Mathematical Modeling of Cholera Mitigation Incorporating Handwashing

Abstract

Cholera is a bacterial infection caused by Vibrio cholerae. This bacterium produces a toxin that leads to severe diarrhea and dehydration. Cholera is often associated with areas with poor sanitation, limited access to clean water and overcrowded conditions. Cholera remains a significant global health concern, with outbreaks occurring frequently in areas with poor sanitation and hygiene practices. This study aims to investigate the role of handwashing in mitigating cholera. considering the key factors such as mode of transmission, incubation period, signs and symptoms, treatment measures, risk factors and the main causes of cholera. The study tends to assess the effectiveness of handwashing as a preventive measure against cholera transmission.
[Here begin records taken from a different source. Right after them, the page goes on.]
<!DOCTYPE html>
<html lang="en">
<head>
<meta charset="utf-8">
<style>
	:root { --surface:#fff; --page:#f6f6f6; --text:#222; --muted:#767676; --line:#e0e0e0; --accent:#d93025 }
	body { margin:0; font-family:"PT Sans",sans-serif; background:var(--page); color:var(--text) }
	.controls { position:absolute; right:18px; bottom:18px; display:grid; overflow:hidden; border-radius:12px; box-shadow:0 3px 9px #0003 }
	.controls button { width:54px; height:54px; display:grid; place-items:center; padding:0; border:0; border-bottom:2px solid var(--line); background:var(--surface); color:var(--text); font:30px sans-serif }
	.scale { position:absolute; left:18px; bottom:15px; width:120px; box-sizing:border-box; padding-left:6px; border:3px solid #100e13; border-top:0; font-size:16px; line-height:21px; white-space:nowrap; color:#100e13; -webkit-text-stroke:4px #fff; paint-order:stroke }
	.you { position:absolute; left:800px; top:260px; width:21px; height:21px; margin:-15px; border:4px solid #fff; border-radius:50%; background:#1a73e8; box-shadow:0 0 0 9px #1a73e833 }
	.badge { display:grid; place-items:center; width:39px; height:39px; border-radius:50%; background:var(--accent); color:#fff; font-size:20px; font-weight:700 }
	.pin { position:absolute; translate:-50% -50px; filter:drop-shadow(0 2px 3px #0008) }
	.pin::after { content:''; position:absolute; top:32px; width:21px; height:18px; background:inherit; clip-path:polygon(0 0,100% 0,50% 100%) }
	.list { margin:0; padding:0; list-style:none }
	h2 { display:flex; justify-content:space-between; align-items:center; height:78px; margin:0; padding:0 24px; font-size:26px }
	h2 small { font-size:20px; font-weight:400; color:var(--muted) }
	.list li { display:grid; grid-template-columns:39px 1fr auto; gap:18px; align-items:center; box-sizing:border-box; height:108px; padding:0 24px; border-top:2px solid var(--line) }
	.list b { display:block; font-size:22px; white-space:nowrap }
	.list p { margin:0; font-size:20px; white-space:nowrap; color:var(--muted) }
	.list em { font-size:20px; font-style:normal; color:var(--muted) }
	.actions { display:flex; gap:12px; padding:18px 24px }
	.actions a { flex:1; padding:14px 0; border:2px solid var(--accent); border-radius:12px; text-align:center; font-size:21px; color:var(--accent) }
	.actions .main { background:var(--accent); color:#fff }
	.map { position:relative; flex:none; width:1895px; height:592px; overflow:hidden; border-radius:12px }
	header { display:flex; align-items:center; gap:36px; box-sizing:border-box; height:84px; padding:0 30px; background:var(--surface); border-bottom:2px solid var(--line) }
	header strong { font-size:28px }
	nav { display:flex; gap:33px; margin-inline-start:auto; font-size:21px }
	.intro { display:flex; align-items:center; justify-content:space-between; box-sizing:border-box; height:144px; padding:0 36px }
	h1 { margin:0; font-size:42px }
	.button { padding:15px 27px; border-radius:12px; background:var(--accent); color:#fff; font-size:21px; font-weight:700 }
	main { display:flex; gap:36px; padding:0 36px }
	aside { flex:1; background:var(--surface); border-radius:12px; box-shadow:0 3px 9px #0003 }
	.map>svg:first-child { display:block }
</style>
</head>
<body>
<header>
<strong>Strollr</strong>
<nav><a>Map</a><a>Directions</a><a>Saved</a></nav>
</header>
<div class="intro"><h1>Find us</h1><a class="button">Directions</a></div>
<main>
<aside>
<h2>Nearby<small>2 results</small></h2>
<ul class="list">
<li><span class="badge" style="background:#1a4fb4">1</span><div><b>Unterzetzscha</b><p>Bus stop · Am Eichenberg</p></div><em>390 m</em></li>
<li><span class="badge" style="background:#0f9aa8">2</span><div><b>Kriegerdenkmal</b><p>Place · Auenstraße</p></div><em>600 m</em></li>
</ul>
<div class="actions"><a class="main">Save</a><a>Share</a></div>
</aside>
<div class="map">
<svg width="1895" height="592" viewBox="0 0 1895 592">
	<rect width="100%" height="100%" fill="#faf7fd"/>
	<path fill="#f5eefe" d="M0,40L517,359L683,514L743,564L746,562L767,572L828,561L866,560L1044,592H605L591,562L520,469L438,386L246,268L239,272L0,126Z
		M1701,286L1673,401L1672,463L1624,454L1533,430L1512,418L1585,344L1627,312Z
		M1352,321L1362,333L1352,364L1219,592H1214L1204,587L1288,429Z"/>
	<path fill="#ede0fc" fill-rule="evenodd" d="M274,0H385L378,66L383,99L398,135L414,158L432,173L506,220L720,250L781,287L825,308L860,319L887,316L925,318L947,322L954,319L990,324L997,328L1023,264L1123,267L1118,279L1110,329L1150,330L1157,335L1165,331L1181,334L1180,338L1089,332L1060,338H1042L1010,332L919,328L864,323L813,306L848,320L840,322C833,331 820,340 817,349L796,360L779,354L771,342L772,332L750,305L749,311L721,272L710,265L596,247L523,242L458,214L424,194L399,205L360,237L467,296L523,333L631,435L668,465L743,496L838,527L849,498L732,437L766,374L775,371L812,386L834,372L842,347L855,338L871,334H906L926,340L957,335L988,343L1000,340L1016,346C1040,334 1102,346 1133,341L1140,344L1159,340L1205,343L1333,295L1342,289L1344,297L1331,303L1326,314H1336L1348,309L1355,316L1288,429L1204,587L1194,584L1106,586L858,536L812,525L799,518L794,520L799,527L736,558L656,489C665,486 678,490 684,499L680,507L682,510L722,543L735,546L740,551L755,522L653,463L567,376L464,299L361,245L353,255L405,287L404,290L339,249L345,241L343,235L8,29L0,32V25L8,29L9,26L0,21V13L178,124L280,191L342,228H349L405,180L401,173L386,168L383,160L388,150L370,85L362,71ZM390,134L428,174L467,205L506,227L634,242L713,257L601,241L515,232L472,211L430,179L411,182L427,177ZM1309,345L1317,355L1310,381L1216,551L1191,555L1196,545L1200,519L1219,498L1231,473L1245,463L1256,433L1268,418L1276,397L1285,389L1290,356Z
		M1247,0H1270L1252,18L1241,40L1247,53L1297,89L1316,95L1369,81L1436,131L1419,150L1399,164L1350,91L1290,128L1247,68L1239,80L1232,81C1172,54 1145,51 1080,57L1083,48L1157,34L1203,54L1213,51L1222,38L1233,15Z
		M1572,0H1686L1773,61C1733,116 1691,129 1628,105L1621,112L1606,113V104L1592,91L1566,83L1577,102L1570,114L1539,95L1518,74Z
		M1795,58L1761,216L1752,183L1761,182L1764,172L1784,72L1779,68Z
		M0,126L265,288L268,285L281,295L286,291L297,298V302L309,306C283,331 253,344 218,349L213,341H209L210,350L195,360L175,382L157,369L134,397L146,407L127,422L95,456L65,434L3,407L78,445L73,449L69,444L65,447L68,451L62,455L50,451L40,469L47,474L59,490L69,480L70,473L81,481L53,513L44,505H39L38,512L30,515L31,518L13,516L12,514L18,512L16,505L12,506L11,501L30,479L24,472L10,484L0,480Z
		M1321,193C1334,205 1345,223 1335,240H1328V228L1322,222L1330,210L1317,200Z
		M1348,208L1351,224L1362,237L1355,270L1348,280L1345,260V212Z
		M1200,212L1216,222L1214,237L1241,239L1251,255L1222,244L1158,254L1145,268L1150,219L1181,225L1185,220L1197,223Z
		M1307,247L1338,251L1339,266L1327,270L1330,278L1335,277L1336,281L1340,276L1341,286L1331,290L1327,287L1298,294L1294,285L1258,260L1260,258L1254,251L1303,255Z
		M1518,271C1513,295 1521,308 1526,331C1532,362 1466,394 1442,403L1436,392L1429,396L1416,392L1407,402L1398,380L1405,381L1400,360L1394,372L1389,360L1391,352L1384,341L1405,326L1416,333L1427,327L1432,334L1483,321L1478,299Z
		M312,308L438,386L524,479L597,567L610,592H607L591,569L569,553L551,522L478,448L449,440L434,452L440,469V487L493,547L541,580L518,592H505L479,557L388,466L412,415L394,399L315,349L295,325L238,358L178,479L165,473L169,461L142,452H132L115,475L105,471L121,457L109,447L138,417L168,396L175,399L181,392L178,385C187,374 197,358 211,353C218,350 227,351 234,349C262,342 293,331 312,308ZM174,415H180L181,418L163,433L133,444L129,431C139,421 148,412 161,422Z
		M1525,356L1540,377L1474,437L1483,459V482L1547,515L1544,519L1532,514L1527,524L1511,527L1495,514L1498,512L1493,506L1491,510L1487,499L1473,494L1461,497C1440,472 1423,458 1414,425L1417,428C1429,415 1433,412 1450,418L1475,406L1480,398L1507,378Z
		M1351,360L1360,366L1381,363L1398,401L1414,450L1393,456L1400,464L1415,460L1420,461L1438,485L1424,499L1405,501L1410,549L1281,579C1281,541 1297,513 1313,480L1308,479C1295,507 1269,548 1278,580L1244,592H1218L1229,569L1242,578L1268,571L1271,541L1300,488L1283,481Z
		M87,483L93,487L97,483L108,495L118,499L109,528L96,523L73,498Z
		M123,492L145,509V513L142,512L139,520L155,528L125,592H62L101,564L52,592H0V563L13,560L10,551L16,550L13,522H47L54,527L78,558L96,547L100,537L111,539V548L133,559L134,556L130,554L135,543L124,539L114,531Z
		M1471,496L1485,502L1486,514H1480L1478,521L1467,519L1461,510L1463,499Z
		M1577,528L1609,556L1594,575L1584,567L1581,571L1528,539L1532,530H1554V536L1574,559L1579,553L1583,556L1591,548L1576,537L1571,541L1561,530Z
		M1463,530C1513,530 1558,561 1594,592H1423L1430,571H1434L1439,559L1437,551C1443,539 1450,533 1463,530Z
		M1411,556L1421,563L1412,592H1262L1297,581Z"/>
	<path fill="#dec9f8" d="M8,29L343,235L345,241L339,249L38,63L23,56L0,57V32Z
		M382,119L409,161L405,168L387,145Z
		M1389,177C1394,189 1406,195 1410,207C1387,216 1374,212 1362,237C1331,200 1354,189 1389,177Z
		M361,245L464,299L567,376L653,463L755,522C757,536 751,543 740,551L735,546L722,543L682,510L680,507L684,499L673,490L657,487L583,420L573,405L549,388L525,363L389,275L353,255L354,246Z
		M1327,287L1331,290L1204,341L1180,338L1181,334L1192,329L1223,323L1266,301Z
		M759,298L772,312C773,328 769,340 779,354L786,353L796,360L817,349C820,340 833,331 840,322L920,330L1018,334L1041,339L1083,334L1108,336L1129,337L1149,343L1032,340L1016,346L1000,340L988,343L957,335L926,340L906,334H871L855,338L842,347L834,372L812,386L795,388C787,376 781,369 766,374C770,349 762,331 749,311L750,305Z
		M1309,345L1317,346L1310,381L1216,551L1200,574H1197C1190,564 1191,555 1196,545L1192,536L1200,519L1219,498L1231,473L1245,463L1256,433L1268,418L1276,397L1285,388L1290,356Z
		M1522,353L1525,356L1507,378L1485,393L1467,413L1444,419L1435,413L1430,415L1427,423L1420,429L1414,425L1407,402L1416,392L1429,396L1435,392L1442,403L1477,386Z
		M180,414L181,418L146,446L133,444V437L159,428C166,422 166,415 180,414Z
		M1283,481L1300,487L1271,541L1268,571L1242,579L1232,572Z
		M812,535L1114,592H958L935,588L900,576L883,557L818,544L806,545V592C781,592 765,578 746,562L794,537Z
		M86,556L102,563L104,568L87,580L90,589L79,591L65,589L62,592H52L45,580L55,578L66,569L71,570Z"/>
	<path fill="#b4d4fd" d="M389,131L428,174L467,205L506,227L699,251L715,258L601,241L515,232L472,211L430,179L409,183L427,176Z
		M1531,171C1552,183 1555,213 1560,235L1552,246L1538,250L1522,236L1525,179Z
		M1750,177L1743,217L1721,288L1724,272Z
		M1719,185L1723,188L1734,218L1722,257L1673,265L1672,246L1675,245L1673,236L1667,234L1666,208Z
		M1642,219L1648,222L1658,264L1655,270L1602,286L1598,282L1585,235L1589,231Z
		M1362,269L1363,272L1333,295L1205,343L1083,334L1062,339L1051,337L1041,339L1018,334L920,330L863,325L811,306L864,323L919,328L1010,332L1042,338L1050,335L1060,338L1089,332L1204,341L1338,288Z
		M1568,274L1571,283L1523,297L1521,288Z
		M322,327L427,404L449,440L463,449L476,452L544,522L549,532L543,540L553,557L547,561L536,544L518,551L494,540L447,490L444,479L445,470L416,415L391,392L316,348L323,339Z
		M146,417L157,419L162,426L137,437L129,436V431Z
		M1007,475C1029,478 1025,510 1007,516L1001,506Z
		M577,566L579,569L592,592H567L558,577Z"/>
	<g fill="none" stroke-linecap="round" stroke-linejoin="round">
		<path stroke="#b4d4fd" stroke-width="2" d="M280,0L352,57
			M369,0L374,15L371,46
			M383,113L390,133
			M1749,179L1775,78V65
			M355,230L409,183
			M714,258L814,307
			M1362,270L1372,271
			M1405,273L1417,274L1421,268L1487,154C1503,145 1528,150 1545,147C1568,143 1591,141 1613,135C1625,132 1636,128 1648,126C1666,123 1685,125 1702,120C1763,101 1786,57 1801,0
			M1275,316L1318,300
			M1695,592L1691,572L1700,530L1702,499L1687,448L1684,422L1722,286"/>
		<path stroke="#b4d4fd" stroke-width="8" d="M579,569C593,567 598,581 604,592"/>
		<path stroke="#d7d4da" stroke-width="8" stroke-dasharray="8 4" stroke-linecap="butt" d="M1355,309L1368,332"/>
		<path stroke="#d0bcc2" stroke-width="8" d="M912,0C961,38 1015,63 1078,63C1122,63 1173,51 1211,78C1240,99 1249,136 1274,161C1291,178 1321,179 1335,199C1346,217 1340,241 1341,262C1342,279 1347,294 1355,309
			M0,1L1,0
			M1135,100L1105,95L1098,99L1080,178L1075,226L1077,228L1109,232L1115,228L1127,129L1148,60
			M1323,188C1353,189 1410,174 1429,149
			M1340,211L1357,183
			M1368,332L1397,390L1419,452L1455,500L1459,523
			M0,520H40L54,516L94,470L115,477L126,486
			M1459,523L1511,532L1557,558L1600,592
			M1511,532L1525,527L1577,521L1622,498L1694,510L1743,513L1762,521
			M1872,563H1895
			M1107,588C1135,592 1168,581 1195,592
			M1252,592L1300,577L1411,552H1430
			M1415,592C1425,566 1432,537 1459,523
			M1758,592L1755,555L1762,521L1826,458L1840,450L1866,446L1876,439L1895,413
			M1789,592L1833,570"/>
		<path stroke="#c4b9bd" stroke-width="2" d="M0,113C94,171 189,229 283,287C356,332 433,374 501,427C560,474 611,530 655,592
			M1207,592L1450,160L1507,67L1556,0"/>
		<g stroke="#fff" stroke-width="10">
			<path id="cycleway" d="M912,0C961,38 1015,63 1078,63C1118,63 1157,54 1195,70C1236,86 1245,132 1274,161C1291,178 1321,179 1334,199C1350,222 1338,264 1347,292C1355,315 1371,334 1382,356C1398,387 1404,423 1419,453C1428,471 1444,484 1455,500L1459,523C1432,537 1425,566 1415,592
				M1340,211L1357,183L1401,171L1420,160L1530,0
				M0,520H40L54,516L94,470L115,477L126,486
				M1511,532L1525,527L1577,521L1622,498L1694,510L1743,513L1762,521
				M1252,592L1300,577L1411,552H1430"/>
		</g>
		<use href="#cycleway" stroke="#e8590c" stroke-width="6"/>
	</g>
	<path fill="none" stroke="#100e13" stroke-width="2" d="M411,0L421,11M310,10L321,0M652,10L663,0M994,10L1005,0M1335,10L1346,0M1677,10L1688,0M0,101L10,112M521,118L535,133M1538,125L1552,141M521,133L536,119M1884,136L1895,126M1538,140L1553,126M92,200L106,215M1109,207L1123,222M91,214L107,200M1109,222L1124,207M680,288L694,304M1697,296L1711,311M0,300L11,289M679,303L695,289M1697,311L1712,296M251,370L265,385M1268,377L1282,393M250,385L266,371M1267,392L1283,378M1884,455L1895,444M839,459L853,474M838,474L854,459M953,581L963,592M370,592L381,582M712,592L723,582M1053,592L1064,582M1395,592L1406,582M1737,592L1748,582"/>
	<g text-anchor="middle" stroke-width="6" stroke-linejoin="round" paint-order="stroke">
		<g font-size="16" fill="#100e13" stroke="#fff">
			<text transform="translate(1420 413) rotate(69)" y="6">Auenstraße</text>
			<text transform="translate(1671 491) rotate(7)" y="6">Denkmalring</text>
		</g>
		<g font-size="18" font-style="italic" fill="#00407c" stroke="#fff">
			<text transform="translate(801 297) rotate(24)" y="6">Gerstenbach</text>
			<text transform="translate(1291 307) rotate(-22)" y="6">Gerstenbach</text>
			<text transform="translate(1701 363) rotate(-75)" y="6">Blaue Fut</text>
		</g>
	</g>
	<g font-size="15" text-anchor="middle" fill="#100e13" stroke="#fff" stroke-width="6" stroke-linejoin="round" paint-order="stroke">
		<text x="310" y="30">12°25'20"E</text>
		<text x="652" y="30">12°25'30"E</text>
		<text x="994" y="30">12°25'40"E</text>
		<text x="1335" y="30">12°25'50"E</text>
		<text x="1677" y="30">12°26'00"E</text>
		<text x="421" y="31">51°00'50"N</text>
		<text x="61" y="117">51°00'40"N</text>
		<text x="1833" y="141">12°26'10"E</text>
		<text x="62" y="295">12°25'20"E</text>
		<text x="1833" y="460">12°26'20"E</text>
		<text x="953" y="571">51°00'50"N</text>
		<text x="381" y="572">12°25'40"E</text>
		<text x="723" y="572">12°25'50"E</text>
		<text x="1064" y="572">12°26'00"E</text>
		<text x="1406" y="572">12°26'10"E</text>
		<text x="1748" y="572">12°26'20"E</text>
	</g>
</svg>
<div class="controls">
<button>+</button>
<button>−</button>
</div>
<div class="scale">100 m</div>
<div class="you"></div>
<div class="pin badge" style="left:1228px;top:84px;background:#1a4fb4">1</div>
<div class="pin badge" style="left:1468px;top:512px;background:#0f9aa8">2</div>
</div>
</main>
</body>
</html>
The research addresses the critical gap in understanding the specific contribution of handwashing in preventing cholera, considering its complex transmission dynamics. The expected results of this study are an association between increased handwashing and a decrease in cholera occurrence. Results from this study will inform evidence-based strategies for disease prevention and contribute to the broader field of infectious disease prevention modeling. The study seeks to elucidate the dynamics of cholera transmission, considering the interplay between susceptible, infectious and recovered population. Analysis of the model shows that there exists a region where the model is mathematically and epidemiologically well posed because its solutions were positive and bounded. Computation of the basic reproduction number, was done using the next generation matrix approach. It was determined that when R0 < 1, cholera does not spread. Stability analysis of the cholera model showed that the disease free equilibrium is both locally and globally asymptotically stable. Ideally, this means that keeping R0 < 1 is a possible strategy for curbing the spread of the disease. Analysis of the endemic equilibrium shows its existence when R0 > 1. Furthermore, the endemic equilibrium is also locally asymptotically stable. This shows that when R0 > 1, the disease persists and spreads in the population. Numerical simulation was done using MATLAB software to show the effectiveness of handwashing on cholera mitigation.